PROMPT: Let your answer be the line containing "Extract the structured" and every line below it to the end of the records, copied exactly.

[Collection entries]

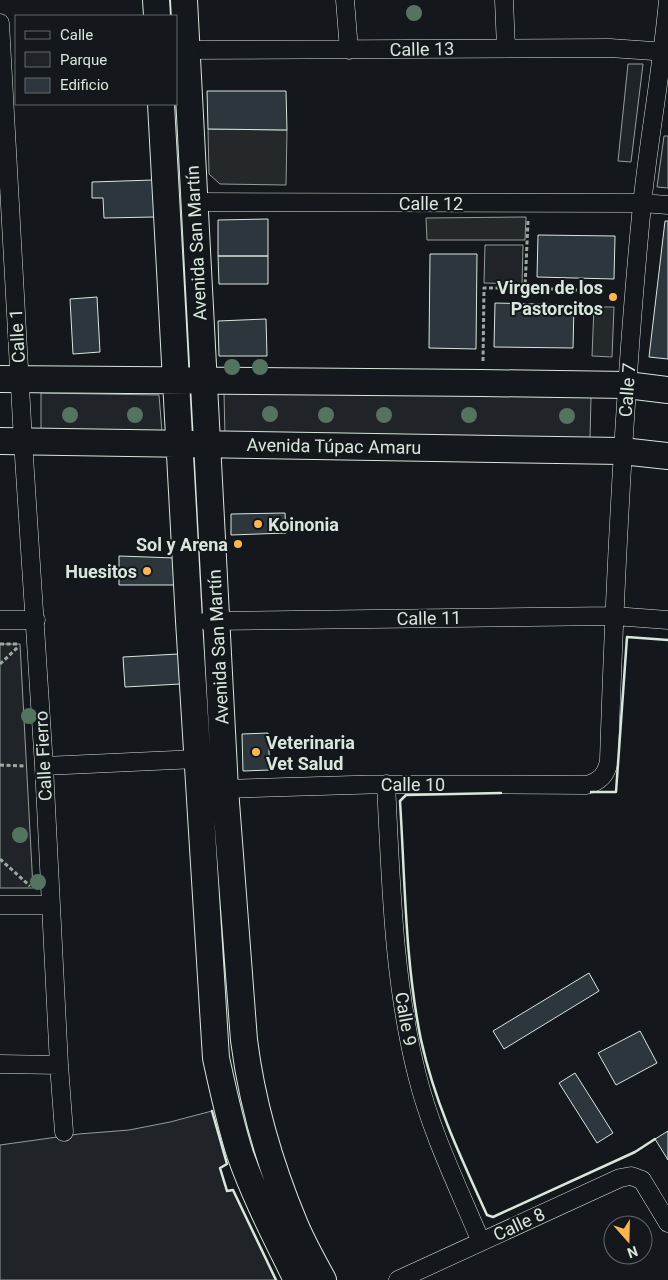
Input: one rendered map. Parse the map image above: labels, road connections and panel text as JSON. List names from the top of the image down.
{
  "streets": {
    "main road": ["Avenida San Martín", "Avenida Túpac Amaru"],
    "street": [
      "Calle 13",
      "Calle 12",
      "Calle 1",
      "Calle 7",
      "Calle 11",
      "Calle Fierro",
      "Calle 10",
      "Calle 9",
      "Calle 8"
    ]
  },
  "crossings": [
    ["Calle 13", "Avenida San Martín"],
    ["Calle 13", "Calle 7"],
    ["Calle 12", "Avenida San Martín"],
    ["Calle 12", "Calle 7"],
    ["Avenida San Martín", "Avenida Túpac Amaru"],
    ["Avenida San Martín", "Calle 11"],
    ["Avenida San Martín", "Calle 10"],
    ["Calle 1", "Calle Fierro"],
    ["Calle 7", "Avenida Túpac Amaru"],
    ["Calle 7", "Calle 11"],
    ["Calle 7", "Calle 10"],
    ["Avenida Túpac Amaru", "Calle Fierro"],
    ["Calle 10", "Calle 9"],
    ["Calle 9", "Calle 8"]
  ],
  "places": [
    "Virgen de los Pastorcitos",
    "Koinonia",
    "Sol y Arena",
    "Huesitos",
    "Veterinaria Vet Salud"
  ],
  "legend": ["Calle", "Parque", "Edificio"],
  "north": "bottom"
}
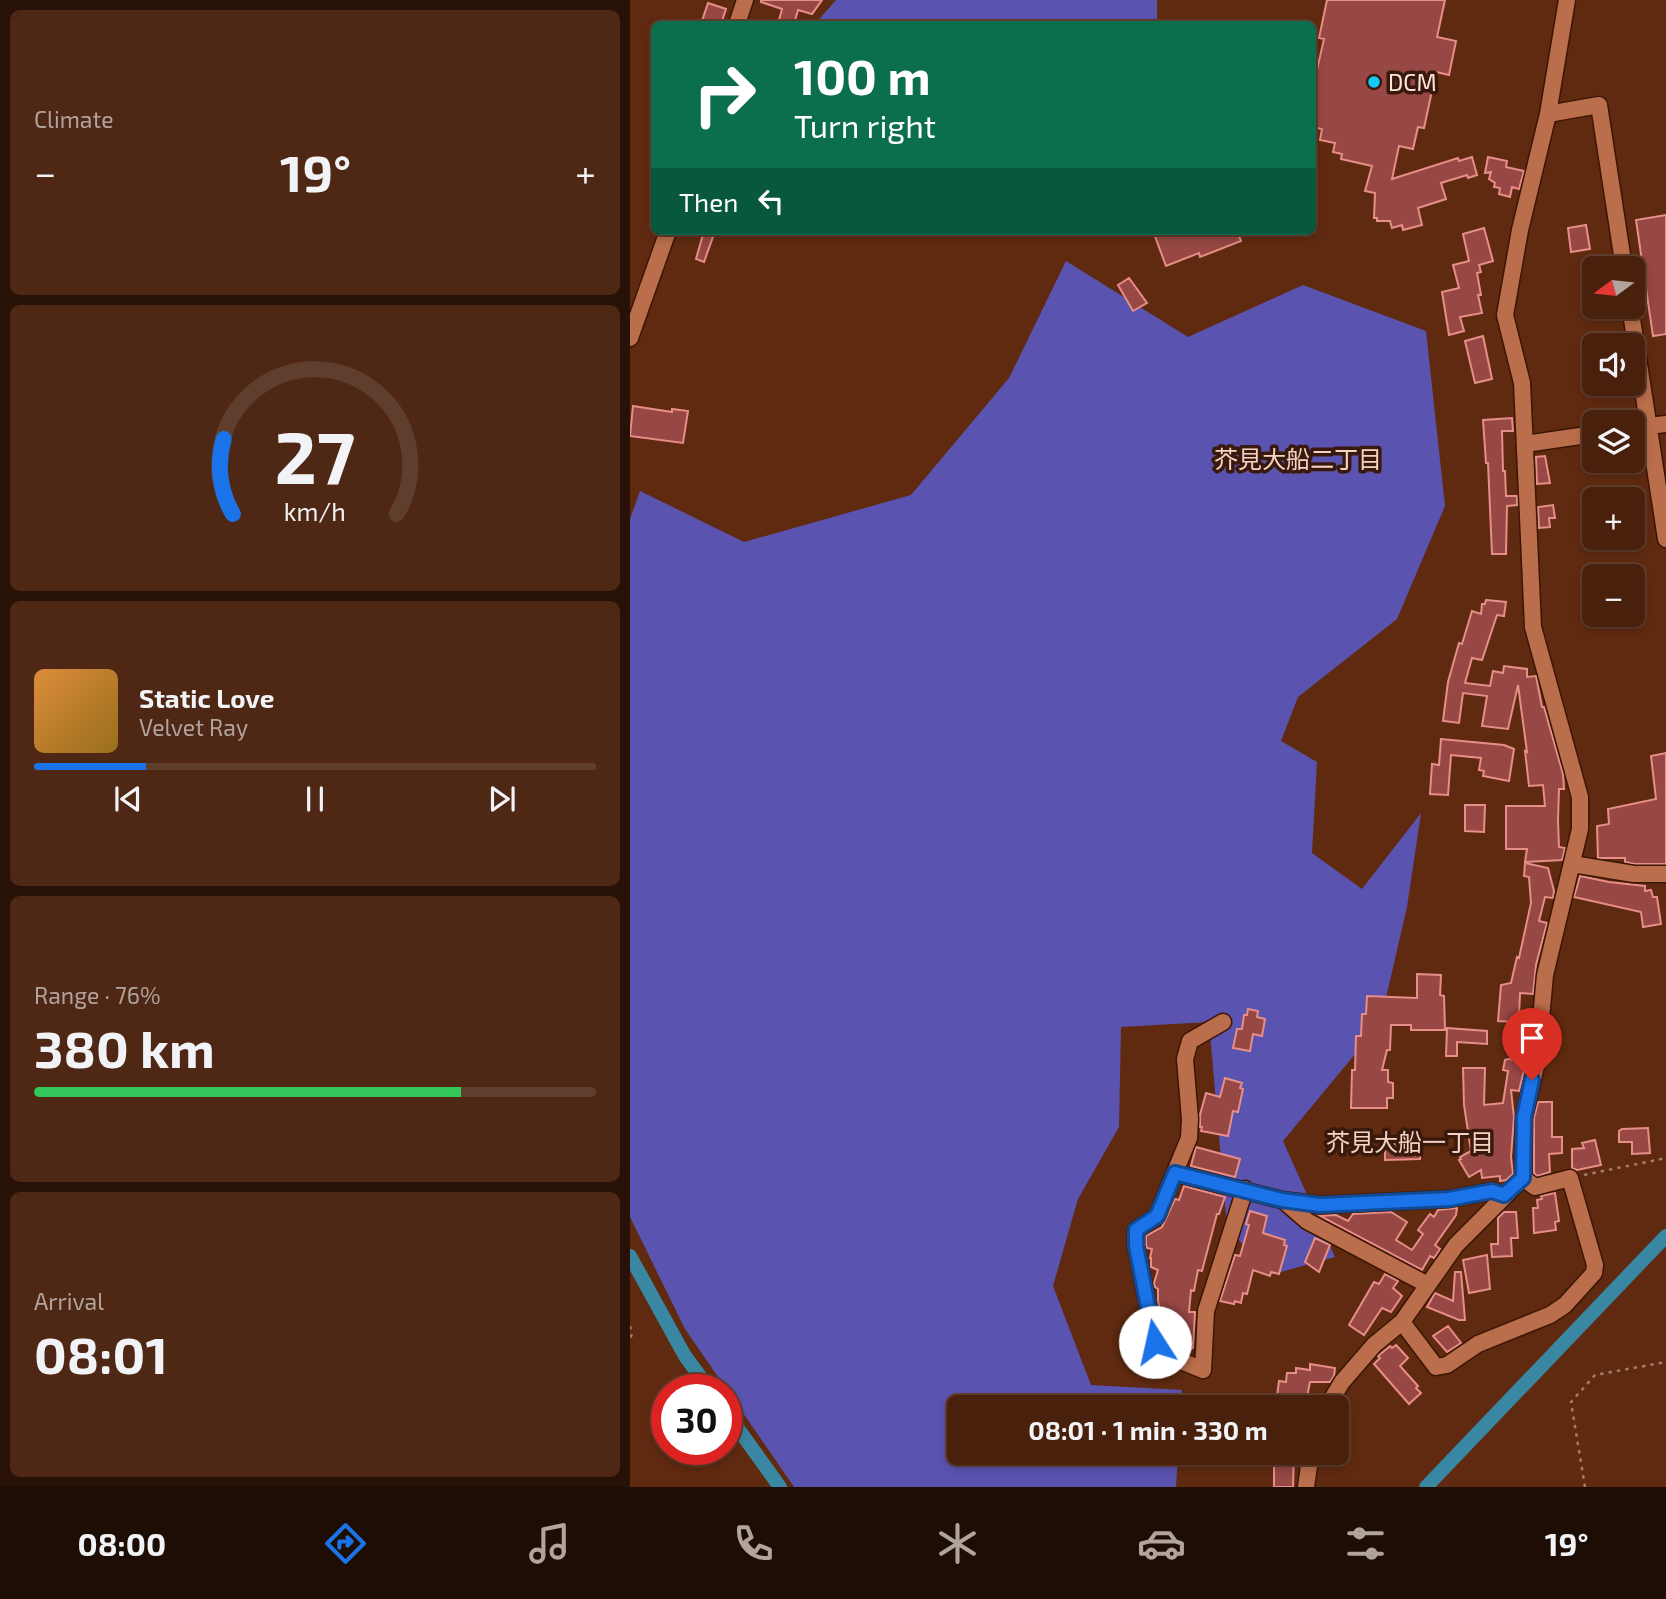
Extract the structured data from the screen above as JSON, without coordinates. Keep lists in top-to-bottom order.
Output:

PROBLEM SOLUTION:
Extract the structured data from the screen above as JSON, without coordinates. Keep lists in top-to-bottom order.
Output:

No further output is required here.